**Exercise description**
Quote every line below exactly and skip any picture.

[Extracted data entries]
= = = = = = =

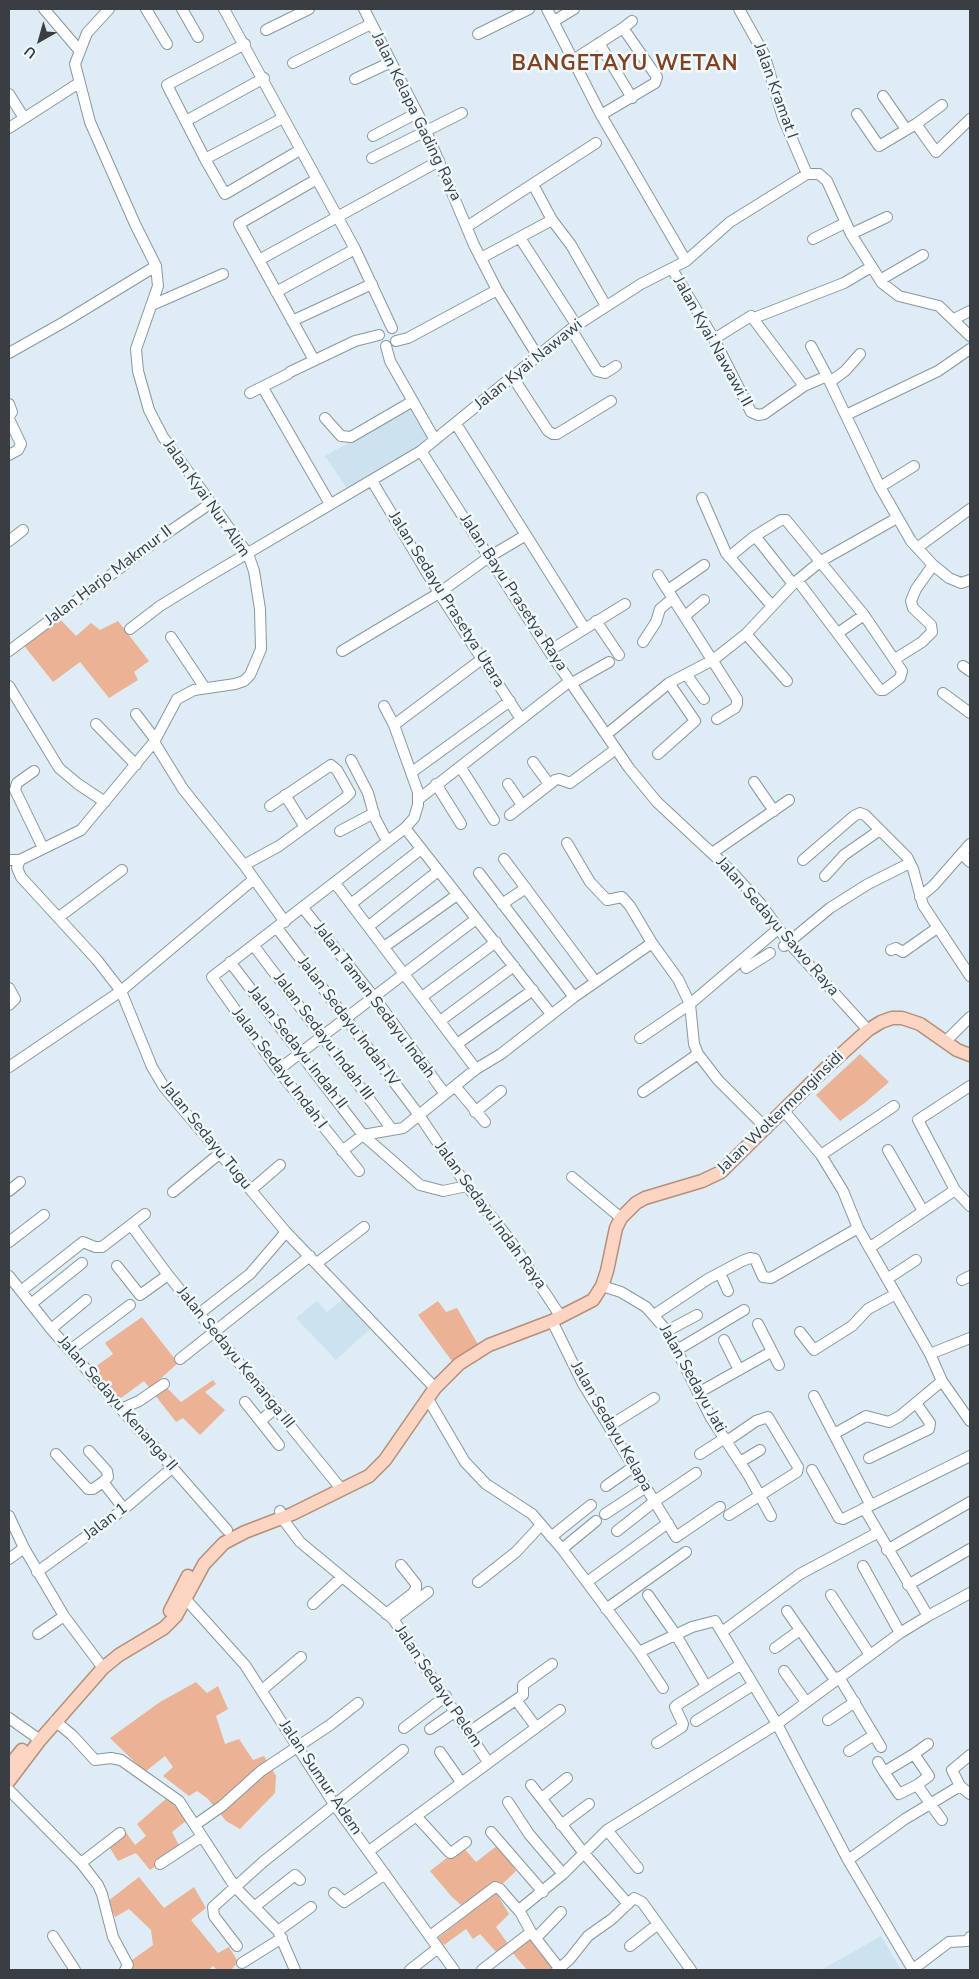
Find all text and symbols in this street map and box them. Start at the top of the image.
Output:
north arrow [15,15,65,65]
street label: Jalan Kelapa Gading Raya [367,30,465,204]
street label: Jalan Kramat I [749,41,801,141]
text: U [21,42,40,63]
district label: BANGETAYU WETAN [510,52,740,78]
street label: Jalan Kyai Nawawi II [668,274,756,410]
street label: Jalan Kyai Nawawi [471,316,587,414]
street label: Jalan Kyai Nur Alim [158,437,254,561]
street label: Jalan Sedayu Prasetya Utara [384,508,508,692]
street label: Jalan Bayu Prasetya Raya [455,511,571,675]
street label: Jalan Harjo Makmur II [42,522,176,630]
street label: Jalan Sedayu Sawo Raya [711,854,843,1000]
street label: Jalan Taman Sedayu Indah [309,919,439,1083]
street label: Jalan Sedayu Indah IV [293,954,403,1090]
street label: Jalan Sedayu Indah III [269,970,377,1104]
street label: Jalan Sedayu Indah II [243,983,351,1113]
street label: Jalan Sedayu Indah I [227,1005,331,1133]
street label: Jalan Woltermonginsidi [714,1048,848,1178]
street label: Jalan Sedayu Tugu [157,1078,255,1194]
street label: Jalan Sedayu Indah Raya [430,1139,550,1293]
street label: Jalan Sedayu Kenanga III [172,1283,298,1433]
street label: Jalan Sedayu Jati [654,1322,730,1436]
street label: Jalan Sedayu Kenanga II [53,1333,181,1475]
street label: Jalan Sedayu Kelapa [566,1359,656,1495]
street label: Jalan 1 [80,1499,132,1545]
street label: Jalan Sedayu Pelem [390,1623,486,1751]
street label: Jalan Sumur Adem [274,1717,366,1839]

= = = = = = =

**Response box**
Find all text and symbols in this street map and box them. Start at the top of the image.
Output:
north arrow [15,15,65,65]
street label: Jalan Kelapa Gading Raya [367,30,465,204]
street label: Jalan Kramat I [749,41,801,141]
text: U [21,42,40,63]
district label: BANGETAYU WETAN [510,52,740,78]
street label: Jalan Kyai Nawawi II [668,274,756,410]
street label: Jalan Kyai Nawawi [471,316,587,414]
street label: Jalan Kyai Nur Alim [158,437,254,561]
street label: Jalan Sedayu Prasetya Utara [384,508,508,692]
street label: Jalan Bayu Prasetya Raya [455,511,571,675]
street label: Jalan Harjo Makmur II [42,522,176,630]
street label: Jalan Sedayu Sawo Raya [711,854,843,1000]
street label: Jalan Taman Sedayu Indah [309,919,439,1083]
street label: Jalan Sedayu Indah IV [293,954,403,1090]
street label: Jalan Sedayu Indah III [269,970,377,1104]
street label: Jalan Sedayu Indah II [243,983,351,1113]
street label: Jalan Sedayu Indah I [227,1005,331,1133]
street label: Jalan Woltermonginsidi [714,1048,848,1178]
street label: Jalan Sedayu Tugu [157,1078,255,1194]
street label: Jalan Sedayu Indah Raya [430,1139,550,1293]
street label: Jalan Sedayu Kenanga III [172,1283,298,1433]
street label: Jalan Sedayu Jati [654,1322,730,1436]
street label: Jalan Sedayu Kenanga II [53,1333,181,1475]
street label: Jalan Sedayu Kelapa [566,1359,656,1495]
street label: Jalan 1 [80,1499,132,1545]
street label: Jalan Sedayu Pelem [390,1623,486,1751]
street label: Jalan Sumur Adem [274,1717,366,1839]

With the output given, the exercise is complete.